Прозвучавшее имя не удивило Энгельгардта. Слухи ходили давно, если из них правдива хотя бы половина – этот сословный ренегат выделялся даже среди прочих чекистов. Эдакий Флориан Геейр купчинского разлива. Кто выше стоял, тот ниже падает, не нами подмечено. Зло всегда в какой-то мере смехотворно, чем оно чудовищнее, тем смешнее. И чем смешнее, тем больше шевелятся волосы на голове, когда наблюдаешь его, даже на расстоянии. На даче в Купчине видный чекист устроил «коммуну», которой тешился после поездок на Соловки. Членами состояли сослуживцы, искавшие благосклонности начальства. С жалованья каждый платил членский взнос – десятую часть. Этакая антицерковная десятина. Не исключено, что впрямь не без намека: ему подобным разврат не в разврат без кощунств. Деньги Бокий тратит остервенело, самозабвенно. Ему, как опять же если верить молве, всегда их недостает. В Купчине пьют отнюдь не вина, но ворованный на службе же технический спирт. Свиньи и есть. Для себя, надо полагать, у Бокия в заводе что получше, но к чему поить хорошим вином всех этих своих Эйхмансов, дикарски не ведающих, что такое послевкусие и диск? Ох и мерзкие слухи ходят вокруг этих оргий…
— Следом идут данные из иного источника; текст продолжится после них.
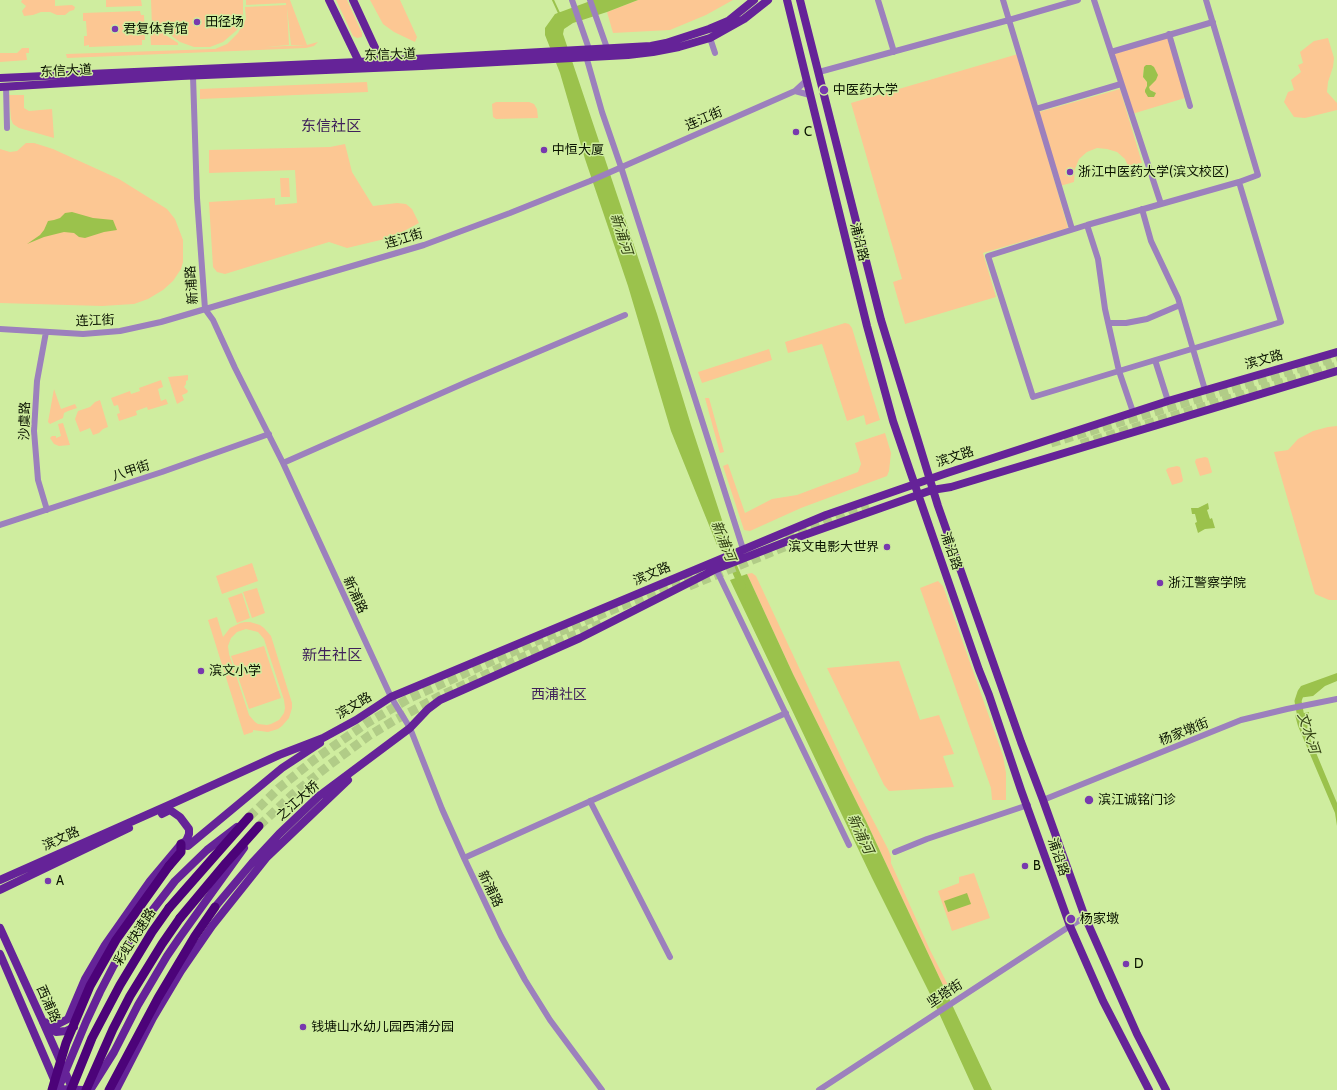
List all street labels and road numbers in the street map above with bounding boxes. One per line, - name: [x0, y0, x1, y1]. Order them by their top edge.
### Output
- street label: 东信大道: [364, 46, 416, 64]
- street label: 东信大道: [40, 62, 92, 80]
- street label: 连江街: [683, 104, 725, 134]
- street label: 浦沿路: [847, 221, 871, 263]
- street label: 连江街: [383, 226, 425, 252]
- street label: 新浦路: [183, 265, 201, 305]
- street label: 连江街: [75, 313, 115, 329]
- street label: 滨文路: [1243, 347, 1285, 373]
- street label: 沙虞路: [17, 401, 33, 441]
- street label: 滨文路: [934, 444, 976, 470]
- street label: 八甲街: [110, 458, 152, 484]
- street label: 浦沿路: [937, 530, 965, 572]
- street label: 滨文路: [631, 559, 673, 589]
- street label: 新浦路: [340, 574, 370, 616]
- street label: 滨文路: [333, 689, 375, 723]
- street label: 杨家墩街: [1157, 715, 1211, 749]
- street label: 之江大桥: [273, 778, 323, 824]
- street label: 滨文路: [40, 824, 82, 854]
- street label: 浦沿路: [1044, 836, 1072, 878]
- street label: 新浦路: [474, 868, 506, 910]
- street label: 彩虹快速路: [111, 905, 159, 969]
- street label: 坚塔街: [924, 977, 966, 1011]
- street label: 西浦路: [33, 983, 63, 1025]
– Они занимаются вивисекцией?
– Не только. Но и этим, похоже. Впрочем, те, кто попал в их «особую зону», подробностей уже не расскажут. Но ты не подумай, – Солынин коротко, горько рассмеялся, – что в не столь ужасных местах временщики не властны над людьми полностью. Властны, конечно. Это повсеместно. Особенно страшно, когда дело касается женщин. На Соловках видели, как женился Эйхманс. Есть такой, подручный Бокия.
– Я слышал, – хмуро кивнул Энгельгардт. – Он тоже часто бывает в столицах.
– Так вот… Печальная история. Имя бедняжки неизвестно, но за достоверность поручусь. Увидал в партии вновь прибывших девушку и отца. Поставил выбор: пойдешь за меня, пощажу отца. Не пойдешь – расстреляю. И ведь то и другое было вправду в его власти. Царек и божок. Но представь себе терзания девушки! Спасти отца – и возлечь с палачом, с плебеем, харкающим на пол! С латышом, каких твои предки не пускали на порог кухни, Гард! Или спасти свою честь – впрочем, надолго ли?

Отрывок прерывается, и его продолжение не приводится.